*WHAT THE EXERCISE ASKS*. Going through the material below, please gather all lines with the word "none" in them.
○ ○ ○ ○
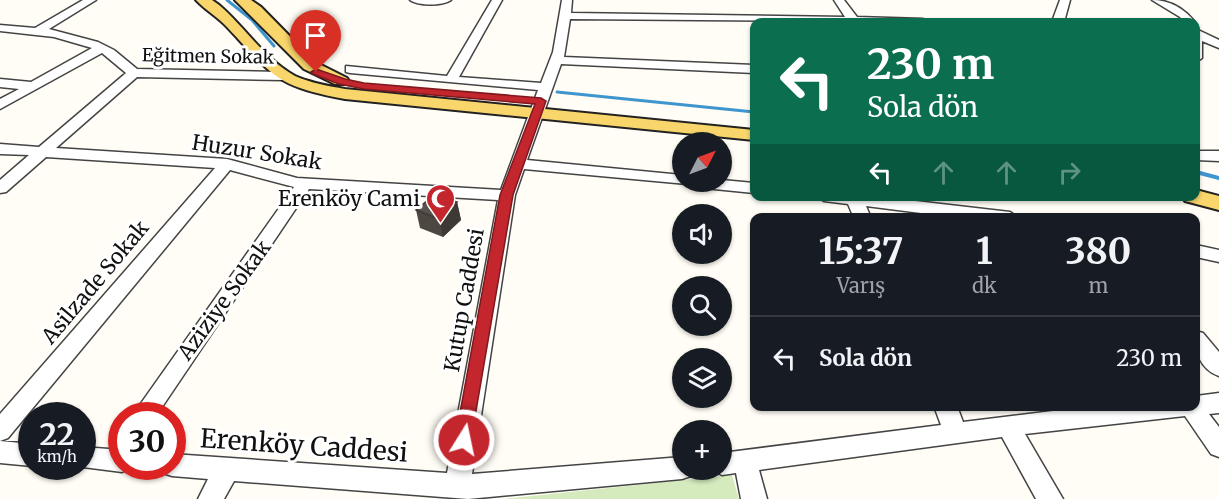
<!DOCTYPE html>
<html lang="tr">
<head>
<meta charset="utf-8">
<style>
  body { margin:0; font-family:Merriweather,serif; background:#20242c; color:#f1f3f6; height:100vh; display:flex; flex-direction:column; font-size:22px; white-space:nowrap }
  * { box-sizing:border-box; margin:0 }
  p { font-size:20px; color:#9ea1a6 }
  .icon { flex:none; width:33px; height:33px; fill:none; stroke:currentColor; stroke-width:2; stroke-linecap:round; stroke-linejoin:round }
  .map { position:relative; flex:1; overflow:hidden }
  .panel { position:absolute; left:750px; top:213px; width:450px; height:198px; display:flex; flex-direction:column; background:#171b24; border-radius:12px; box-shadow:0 2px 4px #0004 }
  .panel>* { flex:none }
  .guide { position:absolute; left:750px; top:18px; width:450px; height:183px; border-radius:12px; box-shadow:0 2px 4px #0004; background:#0b6e4f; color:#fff; overflow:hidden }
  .needle { width:39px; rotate:48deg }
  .fabs { position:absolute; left:672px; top:132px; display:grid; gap:12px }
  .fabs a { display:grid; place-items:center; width:60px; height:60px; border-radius:50%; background:#171b24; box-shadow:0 2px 4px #0004; font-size:30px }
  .speed { position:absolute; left:18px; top:402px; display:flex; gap:12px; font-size:30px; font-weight:700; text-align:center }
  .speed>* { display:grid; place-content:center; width:78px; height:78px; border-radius:50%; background:#171b24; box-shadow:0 2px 4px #0004; line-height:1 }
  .speed small { font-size:15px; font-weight:400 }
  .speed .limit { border:9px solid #d22; background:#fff; color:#111 }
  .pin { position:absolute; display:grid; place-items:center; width:51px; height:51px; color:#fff; margin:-62px -26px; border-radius:50% 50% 50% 0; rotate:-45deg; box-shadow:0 0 6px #0007 }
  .pin .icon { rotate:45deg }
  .me { position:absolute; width:66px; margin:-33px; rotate:10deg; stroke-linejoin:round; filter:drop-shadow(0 0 4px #0008) }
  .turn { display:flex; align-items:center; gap:21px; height:126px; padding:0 18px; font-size:27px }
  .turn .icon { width:78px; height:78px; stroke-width:2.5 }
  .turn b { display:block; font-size:42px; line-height:51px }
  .lanes { display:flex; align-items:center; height:57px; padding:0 18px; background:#0003; justify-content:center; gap:30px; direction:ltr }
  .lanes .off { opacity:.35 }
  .eta { display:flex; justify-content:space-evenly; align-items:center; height:102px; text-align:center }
  .eta b { font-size:36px; font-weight:700; line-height:42px }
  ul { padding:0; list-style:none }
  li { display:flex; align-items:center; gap:18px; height:84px; padding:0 18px; border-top:2px solid #363941 }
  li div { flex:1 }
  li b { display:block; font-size:22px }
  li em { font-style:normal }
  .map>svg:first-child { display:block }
  .green { fill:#d5ebbd }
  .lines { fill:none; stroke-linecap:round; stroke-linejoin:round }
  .stream-far1 { stroke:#3f96cf; stroke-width:3 }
  .stream { stroke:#3f96cf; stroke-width:4 }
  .minor-casing { stroke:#444; stroke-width:3 }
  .major-casing { stroke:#222; stroke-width:4 }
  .minor { fill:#fff; fill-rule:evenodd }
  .major { fill:#f9d66b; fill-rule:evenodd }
  .wall { fill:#4d4742 }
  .shaded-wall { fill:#3f3936 }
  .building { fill:#5a524d; stroke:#3f3936; stroke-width:1.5 }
  .route { fill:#c4262e; stroke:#7f191e; stroke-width:1.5 }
  .labels { text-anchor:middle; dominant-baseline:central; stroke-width:6; stroke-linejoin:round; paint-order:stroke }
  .far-street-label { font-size:18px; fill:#111; stroke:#fff }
  .street-label { font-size:21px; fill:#111; stroke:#fff }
  .poi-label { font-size:21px; fill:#111; stroke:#fff; text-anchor:end }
  .near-street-label { font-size:26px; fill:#111; stroke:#fff }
</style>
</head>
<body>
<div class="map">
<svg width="1219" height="499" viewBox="0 0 1219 499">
  <rect width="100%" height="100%" fill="#fffdf5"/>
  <path class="green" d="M732,475L739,499H503Z"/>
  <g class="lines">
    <path class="stream-far1" d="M227,0L252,20L274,46
      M557,92L754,112"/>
    <path class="stream" d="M1196,172L1219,178"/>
    <defs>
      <path id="minor" d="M83,0H96L49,29L98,42L114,50L137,69L284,72L290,76L284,80L137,77L56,148L227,159L297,178L501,190L538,90L350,73L346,72V66L447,76L492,0H502L459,77L541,83L553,52L562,0H572L571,13L845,17L834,0H844L857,17L923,19L929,22L570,19L564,57L754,65V73L561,64L527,160L682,175V182L722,180L754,183V193L694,187L687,184L524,169L515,195L472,474L682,457V470H694L691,476L682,479L468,499L234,481L224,499H198L208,479L172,476L163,473L161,466H172V454L447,473L498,200L309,189L156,416H132L294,187L230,170L8,438L0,441L32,444V466L0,463V414L215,168L46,157L6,192L0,193V180L29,155L0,154V144L39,147L126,73L102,53L0,109V99L19,89L0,87V79L31,82L92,48L54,37L0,31V25L35,28Z
        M410,0H451C443,6 418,6 410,0Z
        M1060,0H1070L1064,22H1048L1053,19Z
        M1152,0C1169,0 1184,8 1195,22H1184L1180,17Z
        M1196,29L1219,40V48L1202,41V58L1196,62Z
        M1196,151H1219V161L1196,160Z
        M816,196H872L1010,212L1018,218H960L866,206L871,218H854L848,204L824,201Z
        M1196,245L1219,250V262L1196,257Z
        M1196,331L1203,333L1219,352V376C1199,369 1194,349 1196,331Z
        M1219,393V413L1209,414L1219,427V457L1211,454L1185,416L1025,434L1063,499H1036L1002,437L759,470L767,499H741L736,473L722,475L712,470H722V453L941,425L934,406H957L963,422L1094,406H1196V396Z
        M82,447L122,450V466H132L122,472L75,466H82Z"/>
      <path id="major" d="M196,0H212L219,5C245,27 265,60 295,76C311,83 328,86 345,89L754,130V140L345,99C276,86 274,77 227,27C218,17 205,10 196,0Z
        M235,0H251L261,7L315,62L347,78L349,81L347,84H335L304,69Z
        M1196,190L1219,196V210L1185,201L1182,196H1196Z"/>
    </defs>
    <use href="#minor" class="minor-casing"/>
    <use href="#major" class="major-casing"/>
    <use href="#minor" class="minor"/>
    <use href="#major" class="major"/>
  </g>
  <path class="wall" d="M457,202L461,220L443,237L420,228L416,210Z"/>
  <path class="shaded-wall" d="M457,202L461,220L443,237L439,219Z"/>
  <path class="building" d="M435,194L457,202L439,219L416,210Z"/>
  <path class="route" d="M316,69L345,79L364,83L541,98L546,101L513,195L470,446L464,448L458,446L455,440L500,195L535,104L364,89L339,84L313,74L311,72Z"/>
  <defs>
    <symbol id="mosque-pin" viewBox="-11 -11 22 30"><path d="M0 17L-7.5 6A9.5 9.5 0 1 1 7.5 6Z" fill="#c4262e" stroke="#fff"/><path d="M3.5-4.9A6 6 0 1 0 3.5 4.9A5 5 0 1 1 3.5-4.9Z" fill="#fff"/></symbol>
  </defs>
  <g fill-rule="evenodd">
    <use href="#mosque-pin" x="424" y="182" width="33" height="45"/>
  </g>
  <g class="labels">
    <g class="far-street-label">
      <text transform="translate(208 56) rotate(1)">Eğitmen Sokak</text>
    </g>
    <g class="street-label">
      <text transform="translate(257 152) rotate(9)">Huzur Sokak</text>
      <text transform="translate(95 282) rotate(-50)">Asilzade Sokak</text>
      <text transform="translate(224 300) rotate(-54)">Aziziye Sokak</text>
      <text transform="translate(464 300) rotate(-80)">Kutup Caddesi</text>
    </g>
    <g class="poi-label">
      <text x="420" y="198">Erenköy Cami</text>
    </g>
    <g class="near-street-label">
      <text transform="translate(304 445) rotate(4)">Erenköy Caddesi</text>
    </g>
  </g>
</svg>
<div class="fabs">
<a><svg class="needle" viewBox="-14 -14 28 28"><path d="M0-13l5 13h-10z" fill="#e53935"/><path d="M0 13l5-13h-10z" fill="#9ea1a6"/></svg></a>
<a><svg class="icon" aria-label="sound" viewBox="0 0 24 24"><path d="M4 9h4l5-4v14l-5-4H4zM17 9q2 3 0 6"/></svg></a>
<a><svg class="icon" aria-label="search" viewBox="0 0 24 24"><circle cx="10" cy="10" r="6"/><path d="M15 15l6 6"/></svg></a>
<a><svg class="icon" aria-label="layers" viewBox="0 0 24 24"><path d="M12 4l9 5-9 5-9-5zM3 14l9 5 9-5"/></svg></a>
<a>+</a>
</div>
<div class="speed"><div>22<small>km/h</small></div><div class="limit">30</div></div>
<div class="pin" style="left:316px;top:72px;background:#d93025"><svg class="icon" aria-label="arrive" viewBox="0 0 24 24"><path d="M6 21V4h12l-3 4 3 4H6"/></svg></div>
<svg class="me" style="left:464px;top:440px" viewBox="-20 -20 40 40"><circle r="17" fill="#c4262e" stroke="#fff" stroke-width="3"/><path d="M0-11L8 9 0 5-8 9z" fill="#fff"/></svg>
<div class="guide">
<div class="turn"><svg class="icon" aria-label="left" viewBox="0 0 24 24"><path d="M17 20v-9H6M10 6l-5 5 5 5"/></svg><div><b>230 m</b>Sola dön</div></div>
<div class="lanes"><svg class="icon" aria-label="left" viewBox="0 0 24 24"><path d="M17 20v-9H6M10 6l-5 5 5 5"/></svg><svg class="icon off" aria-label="ahead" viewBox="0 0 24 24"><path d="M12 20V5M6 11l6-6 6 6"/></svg><svg class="icon off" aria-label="ahead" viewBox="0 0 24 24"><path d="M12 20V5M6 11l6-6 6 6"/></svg><svg class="icon off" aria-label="right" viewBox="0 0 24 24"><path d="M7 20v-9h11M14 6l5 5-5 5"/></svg></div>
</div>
<section class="panel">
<div class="eta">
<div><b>15:37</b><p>Varış</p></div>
<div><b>1</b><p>dk</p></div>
<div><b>380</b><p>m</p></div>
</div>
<ul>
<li><svg class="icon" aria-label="left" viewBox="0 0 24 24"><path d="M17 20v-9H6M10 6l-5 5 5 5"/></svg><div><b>Sola dön</b></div><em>230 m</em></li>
</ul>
</section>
</div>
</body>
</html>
○ ○ ○ ○
*RESULT FOR THIS EXERCISE*.
  .icon { flex:none; width:33px; height:33px; fill:none; stroke:currentColor; stroke-width:2; stroke-linecap:round; stroke-linejoin:round }
  .panel>* { flex:none }
  ul { padding:0; list-style:none }
  .lines { fill:none; stroke-linecap:round; stroke-linejoin:round }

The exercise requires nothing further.